Quello che ho visto è che, tranne in alcuni rari casi (almeno sui social su internet), c’è poca spontaneità e molto di costruito. C’è tanta solitudine. Non sono un bacchettone o altro, penso che una delle cose belle di internet usato in modo “social” sia proprio il fatto che ognuno si possa esprimere come preferisce in libertà (sempre nei limiti della obiettiva decenza): non mi scandalizzo dunque se uno posta foto senza maglietta, in mutande o altro; se lo fa voglio credere che lo fa per condividere qualcosa, fosse anche solo una forma di esibizionismo. Del resto siamo tutti su internet, siamo tutti esibizionisti in varie forme. E a tutti piace condividere, raccontare qualcosa, anche solo con una foto scema, un post su un blog personale o altro.

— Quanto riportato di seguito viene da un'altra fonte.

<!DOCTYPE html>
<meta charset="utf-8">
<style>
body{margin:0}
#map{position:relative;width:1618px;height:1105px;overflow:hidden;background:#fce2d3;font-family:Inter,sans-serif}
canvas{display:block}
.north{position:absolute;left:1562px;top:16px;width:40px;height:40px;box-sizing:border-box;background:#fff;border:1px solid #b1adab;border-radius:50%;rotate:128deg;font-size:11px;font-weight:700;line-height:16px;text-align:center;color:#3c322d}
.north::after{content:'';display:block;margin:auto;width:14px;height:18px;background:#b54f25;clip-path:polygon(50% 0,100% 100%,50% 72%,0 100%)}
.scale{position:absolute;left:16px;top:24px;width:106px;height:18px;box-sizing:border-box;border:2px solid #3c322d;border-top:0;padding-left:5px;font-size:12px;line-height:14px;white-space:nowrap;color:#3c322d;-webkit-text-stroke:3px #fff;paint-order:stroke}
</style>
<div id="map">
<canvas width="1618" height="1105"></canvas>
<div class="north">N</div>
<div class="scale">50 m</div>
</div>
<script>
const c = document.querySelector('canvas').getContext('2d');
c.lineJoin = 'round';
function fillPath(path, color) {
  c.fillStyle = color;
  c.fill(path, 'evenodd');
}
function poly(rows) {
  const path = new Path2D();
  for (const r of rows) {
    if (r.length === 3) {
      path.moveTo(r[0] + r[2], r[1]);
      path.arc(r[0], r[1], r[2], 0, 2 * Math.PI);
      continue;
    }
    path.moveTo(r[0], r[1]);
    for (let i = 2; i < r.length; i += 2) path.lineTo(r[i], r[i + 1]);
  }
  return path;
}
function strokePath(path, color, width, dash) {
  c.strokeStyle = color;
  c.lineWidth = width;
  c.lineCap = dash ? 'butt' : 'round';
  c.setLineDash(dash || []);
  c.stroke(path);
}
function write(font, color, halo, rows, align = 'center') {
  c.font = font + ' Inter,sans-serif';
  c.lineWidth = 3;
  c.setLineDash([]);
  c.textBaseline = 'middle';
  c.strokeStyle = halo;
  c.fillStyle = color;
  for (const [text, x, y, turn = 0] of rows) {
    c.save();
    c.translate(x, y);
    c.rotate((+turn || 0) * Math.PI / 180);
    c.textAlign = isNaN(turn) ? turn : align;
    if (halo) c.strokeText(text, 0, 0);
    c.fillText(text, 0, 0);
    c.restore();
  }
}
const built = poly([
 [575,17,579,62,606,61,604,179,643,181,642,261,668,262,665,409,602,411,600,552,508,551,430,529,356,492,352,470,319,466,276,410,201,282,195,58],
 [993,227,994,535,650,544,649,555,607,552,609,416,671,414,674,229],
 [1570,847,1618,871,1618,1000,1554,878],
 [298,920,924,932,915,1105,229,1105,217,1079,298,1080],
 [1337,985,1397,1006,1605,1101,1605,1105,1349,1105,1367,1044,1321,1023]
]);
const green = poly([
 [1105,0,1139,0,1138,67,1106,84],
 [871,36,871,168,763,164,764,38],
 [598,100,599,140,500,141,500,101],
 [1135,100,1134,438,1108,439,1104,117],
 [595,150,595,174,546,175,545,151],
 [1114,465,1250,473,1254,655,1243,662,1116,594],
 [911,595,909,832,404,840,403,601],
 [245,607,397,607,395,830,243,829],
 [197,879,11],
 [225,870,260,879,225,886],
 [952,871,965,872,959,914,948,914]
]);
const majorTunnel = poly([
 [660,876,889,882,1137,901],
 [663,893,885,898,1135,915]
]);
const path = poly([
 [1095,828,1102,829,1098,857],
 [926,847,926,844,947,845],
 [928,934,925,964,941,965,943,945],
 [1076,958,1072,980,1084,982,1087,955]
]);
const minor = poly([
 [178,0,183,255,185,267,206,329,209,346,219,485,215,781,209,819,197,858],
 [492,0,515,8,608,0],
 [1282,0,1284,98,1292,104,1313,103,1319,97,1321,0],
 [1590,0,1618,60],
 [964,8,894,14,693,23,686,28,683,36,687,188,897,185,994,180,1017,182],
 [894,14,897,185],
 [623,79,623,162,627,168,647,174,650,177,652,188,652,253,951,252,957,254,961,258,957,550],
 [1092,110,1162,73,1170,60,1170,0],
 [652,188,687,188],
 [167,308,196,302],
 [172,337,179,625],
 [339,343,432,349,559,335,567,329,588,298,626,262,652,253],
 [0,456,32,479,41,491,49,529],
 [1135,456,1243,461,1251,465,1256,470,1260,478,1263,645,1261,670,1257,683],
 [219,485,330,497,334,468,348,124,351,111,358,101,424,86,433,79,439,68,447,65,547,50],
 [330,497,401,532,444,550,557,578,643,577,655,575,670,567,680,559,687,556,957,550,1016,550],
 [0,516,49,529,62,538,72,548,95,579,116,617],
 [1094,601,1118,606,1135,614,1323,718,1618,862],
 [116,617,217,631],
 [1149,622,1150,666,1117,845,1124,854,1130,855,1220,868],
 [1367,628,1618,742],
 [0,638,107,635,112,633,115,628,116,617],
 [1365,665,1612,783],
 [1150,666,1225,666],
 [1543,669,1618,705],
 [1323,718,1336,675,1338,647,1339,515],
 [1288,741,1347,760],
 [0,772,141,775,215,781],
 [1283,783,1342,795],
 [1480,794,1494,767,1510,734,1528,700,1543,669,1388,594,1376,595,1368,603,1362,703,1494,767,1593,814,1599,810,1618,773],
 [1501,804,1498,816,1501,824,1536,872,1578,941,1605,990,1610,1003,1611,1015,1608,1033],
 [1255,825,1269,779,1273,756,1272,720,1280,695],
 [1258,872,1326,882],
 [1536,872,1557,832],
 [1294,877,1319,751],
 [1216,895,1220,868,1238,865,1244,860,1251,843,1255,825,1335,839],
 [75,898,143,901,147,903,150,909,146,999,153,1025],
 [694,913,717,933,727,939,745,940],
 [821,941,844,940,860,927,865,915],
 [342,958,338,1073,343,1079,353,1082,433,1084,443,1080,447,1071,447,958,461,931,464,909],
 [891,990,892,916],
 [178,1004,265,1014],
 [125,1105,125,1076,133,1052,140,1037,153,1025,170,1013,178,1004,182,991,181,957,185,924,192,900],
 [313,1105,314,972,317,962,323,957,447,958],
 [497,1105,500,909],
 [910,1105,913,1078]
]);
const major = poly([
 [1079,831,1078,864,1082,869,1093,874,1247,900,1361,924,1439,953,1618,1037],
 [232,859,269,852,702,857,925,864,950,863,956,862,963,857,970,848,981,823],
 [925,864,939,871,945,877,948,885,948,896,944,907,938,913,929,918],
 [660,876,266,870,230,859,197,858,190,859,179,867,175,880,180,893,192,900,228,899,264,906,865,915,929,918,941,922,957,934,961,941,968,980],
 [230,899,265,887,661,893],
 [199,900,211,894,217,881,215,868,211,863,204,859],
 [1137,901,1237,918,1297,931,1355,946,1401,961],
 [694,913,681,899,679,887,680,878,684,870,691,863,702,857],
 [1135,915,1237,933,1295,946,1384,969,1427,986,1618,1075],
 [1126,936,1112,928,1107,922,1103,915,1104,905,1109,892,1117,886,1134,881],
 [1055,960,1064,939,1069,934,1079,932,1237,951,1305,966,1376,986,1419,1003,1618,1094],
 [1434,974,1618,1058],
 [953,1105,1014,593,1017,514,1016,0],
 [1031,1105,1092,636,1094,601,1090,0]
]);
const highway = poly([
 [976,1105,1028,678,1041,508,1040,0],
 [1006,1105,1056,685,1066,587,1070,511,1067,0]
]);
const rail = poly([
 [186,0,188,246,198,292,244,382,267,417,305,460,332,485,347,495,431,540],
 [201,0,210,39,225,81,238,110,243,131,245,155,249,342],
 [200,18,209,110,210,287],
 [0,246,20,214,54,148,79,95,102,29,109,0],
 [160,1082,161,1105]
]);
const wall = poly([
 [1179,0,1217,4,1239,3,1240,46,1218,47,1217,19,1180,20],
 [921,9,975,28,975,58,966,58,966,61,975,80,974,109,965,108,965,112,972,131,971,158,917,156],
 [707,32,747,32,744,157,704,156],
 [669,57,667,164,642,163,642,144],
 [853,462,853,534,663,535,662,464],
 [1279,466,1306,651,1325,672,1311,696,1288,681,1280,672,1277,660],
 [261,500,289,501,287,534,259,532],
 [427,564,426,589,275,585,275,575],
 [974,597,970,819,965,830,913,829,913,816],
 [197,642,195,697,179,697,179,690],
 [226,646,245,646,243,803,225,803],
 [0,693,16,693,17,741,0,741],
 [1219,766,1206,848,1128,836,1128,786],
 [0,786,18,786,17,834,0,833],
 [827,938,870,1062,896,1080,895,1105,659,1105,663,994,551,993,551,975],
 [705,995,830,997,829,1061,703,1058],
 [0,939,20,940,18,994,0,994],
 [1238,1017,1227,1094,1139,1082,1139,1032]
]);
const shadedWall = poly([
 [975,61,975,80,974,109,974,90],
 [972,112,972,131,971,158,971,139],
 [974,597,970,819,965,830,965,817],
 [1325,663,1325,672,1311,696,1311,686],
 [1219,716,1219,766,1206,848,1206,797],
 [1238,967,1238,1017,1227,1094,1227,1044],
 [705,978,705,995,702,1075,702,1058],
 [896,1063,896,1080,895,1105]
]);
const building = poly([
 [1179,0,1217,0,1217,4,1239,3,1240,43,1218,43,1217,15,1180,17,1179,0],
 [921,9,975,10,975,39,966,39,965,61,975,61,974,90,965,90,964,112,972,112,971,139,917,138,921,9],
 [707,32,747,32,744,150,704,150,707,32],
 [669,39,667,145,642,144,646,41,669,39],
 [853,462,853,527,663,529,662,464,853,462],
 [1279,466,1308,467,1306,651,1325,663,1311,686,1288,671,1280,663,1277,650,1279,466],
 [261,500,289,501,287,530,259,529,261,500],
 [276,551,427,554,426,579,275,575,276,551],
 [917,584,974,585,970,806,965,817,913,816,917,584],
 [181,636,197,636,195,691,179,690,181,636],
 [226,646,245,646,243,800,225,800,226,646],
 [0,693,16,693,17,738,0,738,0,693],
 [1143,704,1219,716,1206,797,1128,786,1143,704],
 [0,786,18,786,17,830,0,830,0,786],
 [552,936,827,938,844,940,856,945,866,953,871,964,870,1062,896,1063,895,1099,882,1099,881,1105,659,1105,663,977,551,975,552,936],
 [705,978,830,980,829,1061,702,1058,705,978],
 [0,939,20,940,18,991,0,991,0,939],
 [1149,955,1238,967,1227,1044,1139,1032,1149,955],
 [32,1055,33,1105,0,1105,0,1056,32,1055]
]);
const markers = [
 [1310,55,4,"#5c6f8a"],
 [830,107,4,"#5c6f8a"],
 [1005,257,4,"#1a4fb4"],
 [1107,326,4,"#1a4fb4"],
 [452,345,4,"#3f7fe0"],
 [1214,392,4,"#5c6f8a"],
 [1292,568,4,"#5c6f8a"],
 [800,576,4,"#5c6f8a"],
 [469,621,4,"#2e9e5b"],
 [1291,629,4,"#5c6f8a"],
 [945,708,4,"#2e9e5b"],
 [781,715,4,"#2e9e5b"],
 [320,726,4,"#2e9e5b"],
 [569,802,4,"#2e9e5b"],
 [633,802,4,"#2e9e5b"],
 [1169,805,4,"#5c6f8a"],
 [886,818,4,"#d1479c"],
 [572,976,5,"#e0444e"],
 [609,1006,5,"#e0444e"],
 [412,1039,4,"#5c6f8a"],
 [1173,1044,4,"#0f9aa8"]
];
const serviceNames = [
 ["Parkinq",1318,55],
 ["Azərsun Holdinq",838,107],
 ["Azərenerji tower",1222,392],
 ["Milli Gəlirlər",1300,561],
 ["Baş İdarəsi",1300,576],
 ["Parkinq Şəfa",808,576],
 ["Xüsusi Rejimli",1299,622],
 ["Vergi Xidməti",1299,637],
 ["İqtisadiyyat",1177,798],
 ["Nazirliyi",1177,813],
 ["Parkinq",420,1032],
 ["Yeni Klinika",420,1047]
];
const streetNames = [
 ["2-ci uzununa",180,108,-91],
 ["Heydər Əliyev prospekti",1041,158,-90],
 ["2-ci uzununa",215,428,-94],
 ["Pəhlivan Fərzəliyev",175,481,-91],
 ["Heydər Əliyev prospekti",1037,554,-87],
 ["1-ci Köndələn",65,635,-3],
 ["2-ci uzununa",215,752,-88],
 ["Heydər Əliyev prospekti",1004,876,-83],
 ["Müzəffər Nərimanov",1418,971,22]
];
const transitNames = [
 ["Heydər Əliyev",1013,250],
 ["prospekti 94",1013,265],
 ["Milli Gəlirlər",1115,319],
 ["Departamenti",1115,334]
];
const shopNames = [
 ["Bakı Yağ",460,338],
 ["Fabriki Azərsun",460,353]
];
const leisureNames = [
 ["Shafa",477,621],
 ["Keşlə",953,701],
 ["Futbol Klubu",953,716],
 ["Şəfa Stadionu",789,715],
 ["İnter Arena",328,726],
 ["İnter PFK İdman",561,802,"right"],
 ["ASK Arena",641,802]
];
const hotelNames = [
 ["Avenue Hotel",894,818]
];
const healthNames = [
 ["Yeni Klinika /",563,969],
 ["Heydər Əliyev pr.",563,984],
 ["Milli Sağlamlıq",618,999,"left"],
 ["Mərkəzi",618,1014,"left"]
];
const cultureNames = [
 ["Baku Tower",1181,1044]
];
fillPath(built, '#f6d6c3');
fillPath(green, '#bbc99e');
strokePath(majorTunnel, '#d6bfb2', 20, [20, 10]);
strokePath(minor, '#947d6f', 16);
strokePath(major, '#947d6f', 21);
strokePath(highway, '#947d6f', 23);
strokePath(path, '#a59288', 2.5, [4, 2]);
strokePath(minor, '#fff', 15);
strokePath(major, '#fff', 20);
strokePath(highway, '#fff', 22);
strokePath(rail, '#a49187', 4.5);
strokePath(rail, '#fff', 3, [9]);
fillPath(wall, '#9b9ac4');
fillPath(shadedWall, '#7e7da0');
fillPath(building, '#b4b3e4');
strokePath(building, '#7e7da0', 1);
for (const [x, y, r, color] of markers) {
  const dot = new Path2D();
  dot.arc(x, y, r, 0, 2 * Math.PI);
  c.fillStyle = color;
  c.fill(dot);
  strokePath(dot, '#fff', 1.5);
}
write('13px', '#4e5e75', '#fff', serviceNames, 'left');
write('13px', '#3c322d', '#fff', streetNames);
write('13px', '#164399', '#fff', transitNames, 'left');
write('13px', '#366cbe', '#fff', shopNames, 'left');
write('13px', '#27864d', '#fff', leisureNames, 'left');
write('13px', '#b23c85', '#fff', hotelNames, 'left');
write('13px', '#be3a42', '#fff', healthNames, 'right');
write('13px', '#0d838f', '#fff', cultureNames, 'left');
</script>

Quello a cui sono allergico è la superficialità cattiva: quella fatta non per gioco ma perché non c’è niente sotto, il vuoto completo. Mi fa tantissima tristezza vedere ragazzi che hanno paura di essere se stessi e si nascondono dietro alla cattiveria e all’acidità pur di continuare a recitare una parte.

Devo dire che a me non è mai capitato, finora, di interagire direttamente con questo tipo di persone; mi capita però spesso di leggere tweet pubblici che mi lasciano piuttosto basito.